_Your instructions:_ From the records below, copy out each line that has the word "lines".

(Stored items)

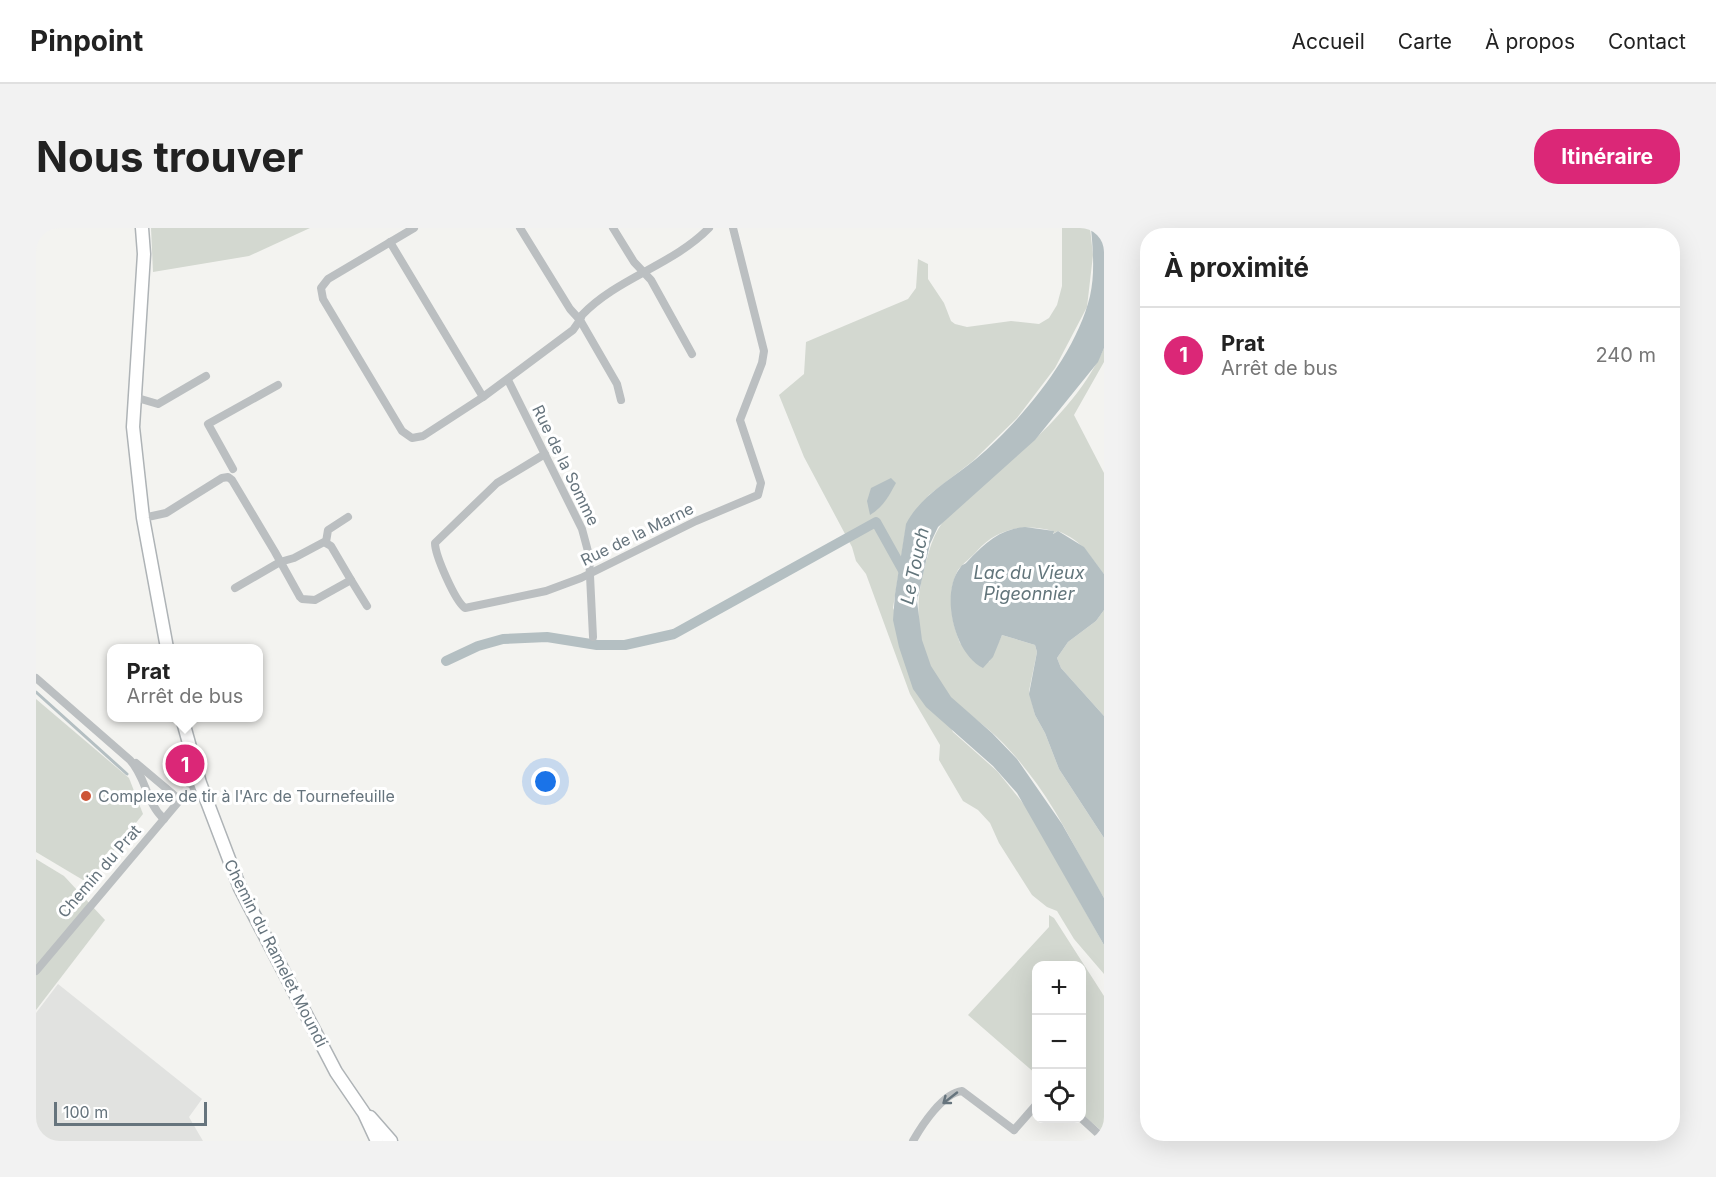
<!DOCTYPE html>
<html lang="fr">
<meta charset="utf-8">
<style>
body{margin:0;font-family:Inter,sans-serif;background:#f2f2f2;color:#222}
.controls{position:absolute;right:18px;bottom:18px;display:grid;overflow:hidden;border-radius:12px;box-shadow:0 6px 24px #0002}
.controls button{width:54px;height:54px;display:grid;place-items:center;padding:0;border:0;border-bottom:2px solid #e0e0e0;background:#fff;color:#222;font:30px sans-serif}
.scale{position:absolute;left:18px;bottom:15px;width:153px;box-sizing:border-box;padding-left:6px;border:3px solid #66747d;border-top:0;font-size:16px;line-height:21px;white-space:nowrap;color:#66747d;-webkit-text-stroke:4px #fff;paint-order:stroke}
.you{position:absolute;left:510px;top:554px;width:21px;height:21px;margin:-15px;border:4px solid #fff;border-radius:50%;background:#1a73e8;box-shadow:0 0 0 9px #1a73e833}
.badge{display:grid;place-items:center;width:39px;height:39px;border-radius:50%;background:#db2777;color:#fff;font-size:20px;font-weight:700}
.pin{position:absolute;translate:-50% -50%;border:3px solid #fff;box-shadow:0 2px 6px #0006}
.popup{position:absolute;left:71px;top:416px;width:156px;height:78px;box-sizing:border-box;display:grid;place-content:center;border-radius:12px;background:#fff;filter:drop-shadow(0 2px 4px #0005);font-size:20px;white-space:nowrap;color:#767676}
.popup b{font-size:22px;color:#222}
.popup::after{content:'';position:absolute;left:50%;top:100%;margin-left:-12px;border:12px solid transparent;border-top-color:#fff}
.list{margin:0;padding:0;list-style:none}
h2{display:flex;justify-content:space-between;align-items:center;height:78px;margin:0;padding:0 24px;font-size:26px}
h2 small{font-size:20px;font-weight:400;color:#767676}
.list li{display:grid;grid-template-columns:39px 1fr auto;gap:18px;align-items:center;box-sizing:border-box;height:96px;padding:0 24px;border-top:2px solid #e0e0e0}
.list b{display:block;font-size:22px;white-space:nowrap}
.list p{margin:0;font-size:20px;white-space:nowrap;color:#767676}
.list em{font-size:20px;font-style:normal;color:#767676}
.icon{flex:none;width:33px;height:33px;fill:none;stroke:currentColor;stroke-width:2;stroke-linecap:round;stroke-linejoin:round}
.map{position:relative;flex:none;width:1068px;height:913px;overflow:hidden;border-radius:24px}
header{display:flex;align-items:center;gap:36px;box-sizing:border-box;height:84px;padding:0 30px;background:#fff;border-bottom:2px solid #e0e0e0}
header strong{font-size:28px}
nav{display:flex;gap:33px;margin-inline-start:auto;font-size:21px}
.intro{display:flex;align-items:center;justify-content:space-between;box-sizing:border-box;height:144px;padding:0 36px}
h1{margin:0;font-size:42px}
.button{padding:15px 27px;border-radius:24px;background:#db2777;color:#fff;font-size:21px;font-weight:700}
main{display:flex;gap:36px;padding:0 36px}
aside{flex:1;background:#fff;border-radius:24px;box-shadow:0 6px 24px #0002}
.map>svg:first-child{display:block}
.built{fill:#e1e2e0}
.green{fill:#d3d8d0}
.water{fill:#b4bfc2}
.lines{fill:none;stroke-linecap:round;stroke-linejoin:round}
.stream{stroke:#b4bfc2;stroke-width:3}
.canal{stroke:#b4bfc2;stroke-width:10}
.secondary-casing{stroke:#aeb3b6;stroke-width:15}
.street{stroke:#bbbfc1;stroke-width:8}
.secondary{stroke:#fff;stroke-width:12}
.oneway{stroke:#66747d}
.poi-dot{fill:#cd5536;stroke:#fff;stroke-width:2}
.labels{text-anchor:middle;stroke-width:6;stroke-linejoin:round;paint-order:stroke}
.street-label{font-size:16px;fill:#66747d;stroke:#fff}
.poi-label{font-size:16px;fill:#66747d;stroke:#fff;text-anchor:start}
.water-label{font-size:18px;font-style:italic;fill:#62757b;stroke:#fff}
</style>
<header>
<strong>Pinpoint</strong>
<nav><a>Accueil</a><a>Carte</a><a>À propos</a><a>Contact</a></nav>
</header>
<div class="intro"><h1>Nous trouver</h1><a class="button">Itinéraire</a></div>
<main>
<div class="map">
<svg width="1068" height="913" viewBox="0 0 1068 913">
<rect width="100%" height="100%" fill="#f3f3f0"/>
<path class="built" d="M 22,756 L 166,871 L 153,889 L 167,913 L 0,913 L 0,785 Z"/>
<g class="green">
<path d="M 115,0 L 274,0 L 213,28 L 117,44 Z"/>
<path d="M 1026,0 L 1054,0 L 1057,27 L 1051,79 L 1019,140 L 981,190 L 937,233 L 893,267 L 870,299 L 857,380 L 917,504 L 961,543 L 991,580 L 1068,717 L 1068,746 L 1038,711 L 1021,683 L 1011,679 L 996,667 L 963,615 L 954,595 L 942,582 L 927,573 L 903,532 L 904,517 L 874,466 L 830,346 L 820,333 L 816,319 L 768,229 L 743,167 L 768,146 L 770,114 L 872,71 L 880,60 L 882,31 L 892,36 L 892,51 L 908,75 L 915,93 L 919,96 L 931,99 L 975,93 L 1003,96 L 1013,90 L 1021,77 L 1026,58 Z"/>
<path d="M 1068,120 L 1068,134 L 1038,187 L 1068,245 L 1068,346 C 1052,326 1048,314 1022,303 L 1016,306 L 1017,303 C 989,295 961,300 941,323 C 936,329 927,335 922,342 C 910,365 915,392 924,415 L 953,434 L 966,407 L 999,417 L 1001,424 L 993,463 L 999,487 L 1009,505 L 1023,541 L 1068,610 L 1068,670 C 1045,633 1027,592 1001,556 C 987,537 971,517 953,502 C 938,489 921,478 909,463 C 883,431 877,384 887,346 C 894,320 897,301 918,282 C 972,233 1037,189 1068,120 Z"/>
<path d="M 1068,382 L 1068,488 L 1025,440 L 1021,430 L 1032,414 L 1060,393 Z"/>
<path d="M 0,471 L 93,550 L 107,586 L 52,655 L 0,624 Z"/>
<path d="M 0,631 L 28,648 L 69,692 L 0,782 Z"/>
<path d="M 1013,687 L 1018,690 L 1068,768 L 1068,905 L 1046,886 L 1046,738 L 1000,738 L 1000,846 L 932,787 L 1013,699 Z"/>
</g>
<g class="water">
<path d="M 1055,0 L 1068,0 L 1068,120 L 1062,134 L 999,212 L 902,299 L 894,316 L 881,373 L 886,412 L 895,438 L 915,469 L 956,505 L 981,531 L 1026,596 L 1068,670 L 1068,717 L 981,565 L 957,538 L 890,479 L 877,461 L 863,419 L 857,392 L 859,366 L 870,296 C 884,268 916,251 940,231 C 985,193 1040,127 1054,68 C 1059,46 1057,22 1055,0 Z"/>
<path d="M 855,250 L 860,255 C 853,268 847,279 834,287 L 831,273 L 835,260 Z"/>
<path d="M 989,299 L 1018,303 L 1017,306 L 1022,303 L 1048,319 L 1068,346 L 1068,382 L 1060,393 L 1032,414 L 1021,430 L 1025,440 L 1068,488 L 1068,610 L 1023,541 L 1009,505 L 999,487 L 993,466 L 1001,424 L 999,417 L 966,407 L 957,429 L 947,440 C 918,426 904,365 924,340 C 927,335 927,338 931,334 C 948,316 963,301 989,299 Z"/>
</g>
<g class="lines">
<path class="stream" d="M 0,464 L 91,546"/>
<path class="canal" d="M 410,433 L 442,418 L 467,411 L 511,409 L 561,417 L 589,417 L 638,406 L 840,294 L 869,346"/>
<defs>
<g id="secondary">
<path d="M 106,0 L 108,26 L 97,199 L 107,290 L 131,420"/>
<path d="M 146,490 L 164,555 L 204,660 L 300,844 L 328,885 L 341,913"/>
<path d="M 334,889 L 355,913"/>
</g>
</defs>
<use href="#secondary" class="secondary-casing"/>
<g class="street">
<path d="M 378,0 L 292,51 L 285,60 L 287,71 L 366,203 L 376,210 L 387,208 L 447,169 L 537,102 L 544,92 L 534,81 L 484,0"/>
<path d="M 577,0 L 598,34 L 615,52 L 656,126"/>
<path d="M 354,14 L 447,169"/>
<path d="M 472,152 L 546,301 L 553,327 L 557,409"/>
<path d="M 98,169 L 122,176 L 170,148"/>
<path d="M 585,172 L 581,156 L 544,92 L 546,87 C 581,50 637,37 673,0"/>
<path d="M 509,226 L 461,255 L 399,315 C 399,327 419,373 429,380 L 510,363 L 545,350 L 660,293 L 722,267 L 725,255 L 704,192 L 726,135 L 728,123 L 697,0"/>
<path d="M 197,241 L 172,196 L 242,157"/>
<path d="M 107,290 L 130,285 L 186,250 L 192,249 L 196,252 L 239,324 L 264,369 L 266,371 L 279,372 L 315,352 L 295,318 L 288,314 L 258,330 L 244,334 L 199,360"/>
<path d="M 290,314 L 292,302 L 312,289"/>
<path d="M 315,352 L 331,378"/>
<path d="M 0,450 L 94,532 C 110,549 110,575 128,591"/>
<path d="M 100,535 L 144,572"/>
<path d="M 0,743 L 144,572 L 155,559 L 164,555"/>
<path d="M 1045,890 L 1068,911"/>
<path d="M 978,902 L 1000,877"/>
<path d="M 877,913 C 886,897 907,865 926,863 L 978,902"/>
</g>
<use href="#secondary" class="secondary"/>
</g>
<defs><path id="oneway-shaft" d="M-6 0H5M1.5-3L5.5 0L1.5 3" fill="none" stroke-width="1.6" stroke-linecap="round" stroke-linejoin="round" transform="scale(1.5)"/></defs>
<use class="oneway" href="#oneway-shaft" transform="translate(914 870) rotate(142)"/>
<circle class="poi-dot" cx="50" cy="568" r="6"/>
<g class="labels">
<g class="street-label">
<text transform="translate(530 237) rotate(64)" y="6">Rue de la Somme</text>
<text transform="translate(601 306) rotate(-26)" y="6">Rue de la Marne</text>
<text transform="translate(63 643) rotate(-49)" y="6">Chemin du Prat</text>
<text transform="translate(240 725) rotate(63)" y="6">Chemin du Ramelet Moundi</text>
</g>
<g class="poi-label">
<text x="62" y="574">Complexe de tir à l'Arc de Tournefeuille</text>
</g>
<g class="water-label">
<text transform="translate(879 338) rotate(-78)" y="6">Le Touch</text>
<text x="993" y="351">Lac du Vieux<tspan x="993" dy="21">Pigeonnier</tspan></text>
</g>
</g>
</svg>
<div class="controls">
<button>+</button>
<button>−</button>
<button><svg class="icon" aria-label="locate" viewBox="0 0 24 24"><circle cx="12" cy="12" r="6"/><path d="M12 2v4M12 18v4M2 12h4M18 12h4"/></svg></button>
</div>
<div class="scale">100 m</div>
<div class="you"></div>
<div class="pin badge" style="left:149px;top:536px">1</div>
<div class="popup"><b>Prat</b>Arrêt de bus</div>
</div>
<aside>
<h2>À proximité<small></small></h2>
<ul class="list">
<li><span class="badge">1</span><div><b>Prat</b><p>Arrêt de bus</p></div><em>240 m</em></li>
</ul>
</aside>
</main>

_Output of the exercise:_
.lines{fill:none;stroke-linecap:round;stroke-linejoin:round}
<g class="lines">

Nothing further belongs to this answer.